Chiesa parrocchiale di San Martino di Tours dell’arch. Tamas Berecz (anno 2017).
Lorenzo
Descrizione del progetto: «Omaggio al modernismo socialista
Monumento a un’epoca
Un importante monumento architettonico risalente al passato non così remoto del socialismo ungherese si trova su una delle arterie più trafficate di Budapest. Il suo progettista, István Szabó, divenne un cultore di chiese dell’epoca alla fine della sua carriera architettonica ampiamente produttiva trascorsa al servizio della dittatura, quando era già pensionato e non chiedeva alcun compenso per il suo lavoro. La sua prima chiesa, che alla fine ha funzionato come punto di partenza per il compromesso concluso tra il Vaticano e il regime di Kádár, ha ricevuto la benedizione di Papa Paolo VI.
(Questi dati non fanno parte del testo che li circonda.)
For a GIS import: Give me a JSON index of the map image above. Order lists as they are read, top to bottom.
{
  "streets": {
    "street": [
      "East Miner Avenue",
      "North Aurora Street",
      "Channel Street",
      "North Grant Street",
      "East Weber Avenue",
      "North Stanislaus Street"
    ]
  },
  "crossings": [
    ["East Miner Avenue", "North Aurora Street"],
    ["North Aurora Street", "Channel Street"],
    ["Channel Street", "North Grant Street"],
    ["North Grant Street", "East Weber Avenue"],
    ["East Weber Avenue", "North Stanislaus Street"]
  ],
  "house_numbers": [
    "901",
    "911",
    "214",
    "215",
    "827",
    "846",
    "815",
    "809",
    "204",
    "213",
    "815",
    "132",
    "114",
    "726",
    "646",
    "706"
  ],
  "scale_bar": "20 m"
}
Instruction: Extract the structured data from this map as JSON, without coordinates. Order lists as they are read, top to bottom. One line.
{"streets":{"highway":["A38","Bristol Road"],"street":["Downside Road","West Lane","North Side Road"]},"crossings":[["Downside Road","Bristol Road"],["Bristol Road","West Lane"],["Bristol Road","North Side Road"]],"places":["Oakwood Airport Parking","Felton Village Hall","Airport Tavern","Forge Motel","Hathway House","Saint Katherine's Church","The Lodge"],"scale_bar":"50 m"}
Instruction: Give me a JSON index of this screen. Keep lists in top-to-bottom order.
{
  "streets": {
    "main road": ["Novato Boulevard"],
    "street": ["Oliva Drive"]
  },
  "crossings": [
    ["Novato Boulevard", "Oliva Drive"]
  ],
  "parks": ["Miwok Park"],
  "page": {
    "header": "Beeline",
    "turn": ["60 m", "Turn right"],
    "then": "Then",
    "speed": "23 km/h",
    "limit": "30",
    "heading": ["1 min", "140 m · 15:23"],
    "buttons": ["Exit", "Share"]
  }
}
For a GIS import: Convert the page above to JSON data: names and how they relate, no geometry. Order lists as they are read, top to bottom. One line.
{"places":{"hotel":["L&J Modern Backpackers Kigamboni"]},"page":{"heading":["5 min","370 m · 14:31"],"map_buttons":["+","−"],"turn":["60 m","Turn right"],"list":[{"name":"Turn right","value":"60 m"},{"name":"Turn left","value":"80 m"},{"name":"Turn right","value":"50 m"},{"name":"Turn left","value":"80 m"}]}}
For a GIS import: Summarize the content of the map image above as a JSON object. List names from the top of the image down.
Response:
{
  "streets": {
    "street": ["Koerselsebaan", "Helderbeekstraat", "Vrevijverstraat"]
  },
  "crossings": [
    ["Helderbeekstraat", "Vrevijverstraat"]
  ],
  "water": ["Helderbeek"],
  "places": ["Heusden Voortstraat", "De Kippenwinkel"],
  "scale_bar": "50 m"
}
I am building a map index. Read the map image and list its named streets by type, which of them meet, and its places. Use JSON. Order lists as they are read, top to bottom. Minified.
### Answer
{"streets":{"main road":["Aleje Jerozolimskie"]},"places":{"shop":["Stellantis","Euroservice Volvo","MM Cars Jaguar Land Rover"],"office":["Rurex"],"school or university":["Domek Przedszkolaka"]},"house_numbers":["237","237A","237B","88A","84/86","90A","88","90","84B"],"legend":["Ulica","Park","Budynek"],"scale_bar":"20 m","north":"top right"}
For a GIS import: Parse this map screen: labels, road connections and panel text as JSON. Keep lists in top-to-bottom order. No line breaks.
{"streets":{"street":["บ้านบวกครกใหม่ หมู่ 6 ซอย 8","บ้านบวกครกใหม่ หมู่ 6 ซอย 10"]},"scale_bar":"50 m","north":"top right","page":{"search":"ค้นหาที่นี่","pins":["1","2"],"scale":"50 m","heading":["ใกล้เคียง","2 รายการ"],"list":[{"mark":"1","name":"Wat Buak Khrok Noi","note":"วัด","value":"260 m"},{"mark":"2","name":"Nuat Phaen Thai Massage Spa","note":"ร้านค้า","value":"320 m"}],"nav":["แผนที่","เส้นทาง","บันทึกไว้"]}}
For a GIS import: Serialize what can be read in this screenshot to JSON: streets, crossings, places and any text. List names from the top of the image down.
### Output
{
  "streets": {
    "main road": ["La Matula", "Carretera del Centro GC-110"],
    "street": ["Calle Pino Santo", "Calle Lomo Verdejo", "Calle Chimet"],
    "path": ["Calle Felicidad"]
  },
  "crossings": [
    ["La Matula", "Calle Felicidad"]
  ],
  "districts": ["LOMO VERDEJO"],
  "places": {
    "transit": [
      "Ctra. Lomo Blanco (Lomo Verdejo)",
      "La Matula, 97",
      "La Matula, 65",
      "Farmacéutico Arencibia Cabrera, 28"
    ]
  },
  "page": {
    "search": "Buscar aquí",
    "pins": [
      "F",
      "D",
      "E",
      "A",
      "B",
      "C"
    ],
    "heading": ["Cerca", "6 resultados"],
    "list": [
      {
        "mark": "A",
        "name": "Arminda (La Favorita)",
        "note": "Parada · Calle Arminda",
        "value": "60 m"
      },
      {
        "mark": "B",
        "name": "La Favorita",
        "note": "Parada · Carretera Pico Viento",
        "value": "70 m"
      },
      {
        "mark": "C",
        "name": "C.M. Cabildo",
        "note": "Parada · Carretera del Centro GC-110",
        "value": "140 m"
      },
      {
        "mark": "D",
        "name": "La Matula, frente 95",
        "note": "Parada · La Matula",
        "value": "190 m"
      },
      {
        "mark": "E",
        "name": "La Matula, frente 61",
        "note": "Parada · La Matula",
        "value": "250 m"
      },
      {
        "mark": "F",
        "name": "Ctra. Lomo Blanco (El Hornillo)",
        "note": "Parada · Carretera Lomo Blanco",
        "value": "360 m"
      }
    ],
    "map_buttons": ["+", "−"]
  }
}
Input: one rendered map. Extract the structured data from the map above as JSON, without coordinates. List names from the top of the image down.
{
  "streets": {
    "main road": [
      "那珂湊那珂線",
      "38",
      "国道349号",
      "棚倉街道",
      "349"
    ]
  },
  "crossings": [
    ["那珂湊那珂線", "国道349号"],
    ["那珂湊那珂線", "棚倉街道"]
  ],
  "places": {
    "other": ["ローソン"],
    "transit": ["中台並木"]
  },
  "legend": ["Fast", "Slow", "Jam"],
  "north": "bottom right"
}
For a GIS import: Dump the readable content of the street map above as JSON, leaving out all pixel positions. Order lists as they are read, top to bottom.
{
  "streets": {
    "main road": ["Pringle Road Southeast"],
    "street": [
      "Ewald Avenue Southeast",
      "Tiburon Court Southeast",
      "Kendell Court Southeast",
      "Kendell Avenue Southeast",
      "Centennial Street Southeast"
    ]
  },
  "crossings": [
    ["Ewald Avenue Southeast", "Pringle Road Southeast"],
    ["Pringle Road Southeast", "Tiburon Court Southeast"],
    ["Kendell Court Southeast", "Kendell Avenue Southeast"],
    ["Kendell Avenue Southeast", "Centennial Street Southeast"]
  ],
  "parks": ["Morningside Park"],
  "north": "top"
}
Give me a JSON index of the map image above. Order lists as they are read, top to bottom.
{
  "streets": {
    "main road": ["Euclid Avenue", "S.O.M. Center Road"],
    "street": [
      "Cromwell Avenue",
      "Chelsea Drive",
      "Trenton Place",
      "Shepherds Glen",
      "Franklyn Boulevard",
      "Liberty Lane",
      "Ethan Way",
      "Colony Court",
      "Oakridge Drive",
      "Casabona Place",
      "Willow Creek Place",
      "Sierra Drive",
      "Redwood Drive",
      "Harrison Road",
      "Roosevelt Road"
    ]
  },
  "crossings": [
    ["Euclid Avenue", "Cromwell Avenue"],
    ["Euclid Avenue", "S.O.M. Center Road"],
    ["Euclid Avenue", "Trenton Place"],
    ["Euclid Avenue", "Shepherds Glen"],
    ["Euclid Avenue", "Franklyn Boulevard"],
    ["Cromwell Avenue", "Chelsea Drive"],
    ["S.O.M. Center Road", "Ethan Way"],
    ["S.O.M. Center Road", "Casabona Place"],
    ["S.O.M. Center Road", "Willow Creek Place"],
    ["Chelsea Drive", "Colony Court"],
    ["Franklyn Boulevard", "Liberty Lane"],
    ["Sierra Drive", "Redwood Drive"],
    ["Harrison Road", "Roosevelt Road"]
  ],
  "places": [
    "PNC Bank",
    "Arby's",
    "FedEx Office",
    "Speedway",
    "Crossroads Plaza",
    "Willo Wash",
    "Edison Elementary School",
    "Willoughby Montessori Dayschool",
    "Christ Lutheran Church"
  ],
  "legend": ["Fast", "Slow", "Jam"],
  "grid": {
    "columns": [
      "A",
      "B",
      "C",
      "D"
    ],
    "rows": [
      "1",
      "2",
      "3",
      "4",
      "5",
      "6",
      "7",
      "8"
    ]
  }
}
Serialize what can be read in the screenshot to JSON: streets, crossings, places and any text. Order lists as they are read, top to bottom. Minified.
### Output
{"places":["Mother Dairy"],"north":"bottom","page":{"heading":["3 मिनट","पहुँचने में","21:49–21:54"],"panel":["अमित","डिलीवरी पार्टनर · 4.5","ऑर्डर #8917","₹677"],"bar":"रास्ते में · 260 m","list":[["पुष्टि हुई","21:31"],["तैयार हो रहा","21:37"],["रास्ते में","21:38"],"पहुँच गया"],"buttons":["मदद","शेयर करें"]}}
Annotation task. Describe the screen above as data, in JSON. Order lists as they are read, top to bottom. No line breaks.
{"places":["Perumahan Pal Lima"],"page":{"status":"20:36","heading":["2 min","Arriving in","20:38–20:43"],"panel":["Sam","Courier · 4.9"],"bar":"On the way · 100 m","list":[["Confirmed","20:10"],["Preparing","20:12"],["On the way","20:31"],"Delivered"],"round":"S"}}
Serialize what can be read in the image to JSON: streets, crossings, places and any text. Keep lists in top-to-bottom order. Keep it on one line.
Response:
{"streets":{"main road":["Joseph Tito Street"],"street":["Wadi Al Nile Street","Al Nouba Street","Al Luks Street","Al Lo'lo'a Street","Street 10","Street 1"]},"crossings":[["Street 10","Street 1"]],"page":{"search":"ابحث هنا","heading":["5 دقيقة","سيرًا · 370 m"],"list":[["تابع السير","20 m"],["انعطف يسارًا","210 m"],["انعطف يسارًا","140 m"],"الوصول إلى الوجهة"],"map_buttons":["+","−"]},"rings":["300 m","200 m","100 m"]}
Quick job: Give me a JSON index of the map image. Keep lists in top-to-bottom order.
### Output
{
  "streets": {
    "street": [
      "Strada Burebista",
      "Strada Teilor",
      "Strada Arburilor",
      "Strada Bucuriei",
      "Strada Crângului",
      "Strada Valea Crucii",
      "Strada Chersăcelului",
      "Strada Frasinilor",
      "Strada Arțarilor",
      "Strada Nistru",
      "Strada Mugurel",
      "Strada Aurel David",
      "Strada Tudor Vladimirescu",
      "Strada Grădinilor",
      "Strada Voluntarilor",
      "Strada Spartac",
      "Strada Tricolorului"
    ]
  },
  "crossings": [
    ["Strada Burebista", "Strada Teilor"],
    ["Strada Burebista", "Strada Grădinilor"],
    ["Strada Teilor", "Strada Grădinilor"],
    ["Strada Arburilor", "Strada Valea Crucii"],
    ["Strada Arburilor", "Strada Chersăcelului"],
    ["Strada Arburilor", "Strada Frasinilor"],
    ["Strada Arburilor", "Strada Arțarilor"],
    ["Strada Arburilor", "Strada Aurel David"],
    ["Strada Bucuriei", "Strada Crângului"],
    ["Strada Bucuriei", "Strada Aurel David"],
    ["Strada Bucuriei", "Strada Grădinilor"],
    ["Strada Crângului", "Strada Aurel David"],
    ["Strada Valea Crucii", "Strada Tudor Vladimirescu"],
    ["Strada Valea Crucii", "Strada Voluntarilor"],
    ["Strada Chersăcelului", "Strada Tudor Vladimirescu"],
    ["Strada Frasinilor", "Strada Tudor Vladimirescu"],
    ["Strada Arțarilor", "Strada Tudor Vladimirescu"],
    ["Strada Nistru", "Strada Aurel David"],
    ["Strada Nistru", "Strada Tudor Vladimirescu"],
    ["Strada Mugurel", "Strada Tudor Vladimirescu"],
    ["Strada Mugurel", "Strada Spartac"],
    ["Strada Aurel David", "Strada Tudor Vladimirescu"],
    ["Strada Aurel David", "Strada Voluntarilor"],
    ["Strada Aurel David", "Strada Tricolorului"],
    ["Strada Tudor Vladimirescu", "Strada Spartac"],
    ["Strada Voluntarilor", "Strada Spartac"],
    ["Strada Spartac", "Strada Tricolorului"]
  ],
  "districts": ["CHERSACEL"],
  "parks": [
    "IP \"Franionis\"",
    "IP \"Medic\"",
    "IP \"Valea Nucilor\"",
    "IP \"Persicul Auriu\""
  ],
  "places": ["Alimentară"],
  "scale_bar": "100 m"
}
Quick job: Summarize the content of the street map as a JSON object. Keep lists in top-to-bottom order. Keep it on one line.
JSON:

La chiesa parrocchiale di San Martino è stato l’ultimo progetto della sua opera. Fu costruito nel 1985 nello stile che gli storici dell’architettura dell’Europa centrale ora chiamano modernismo socialista. Durante i trent’anni dalla sua costruzione, i dintorni della chiesa subirono radicali trasformazioni definite da tre fattori principali: (i) scomparve il quartiere un tempo abitato dalla classe operaia socialista, mentre le fabbriche e gli impianti industriali furono sostituiti da generici, tardivi edifici per uffici postmoderni; (ii) l’edificio stesso si è deteriorato a causa dell’usura e le sue soluzioni tecnologiche sono diventate obsolete in parte come conseguenza della pratica economizzatrice imposta all’industria dall’economia della scarsità e in parte a causa del morale del lavoro generalmente povero che dominava il settore edile del tempo; (iii) ultimo ma non meno importante, anche il ruolo alterato della Chiesa cattolica ha avuto un ruolo. Dopo i cambiamenti del 1989, la persecuzione religiosa che aveva prevalso in Ungheria durante il socialismo fu seguita da una restaurazione sociale e politica. Insieme, queste ragioni alla fine hanno portato alla decisione presa nel 2014 sulla ricostruzione della chiesa parrocchiale.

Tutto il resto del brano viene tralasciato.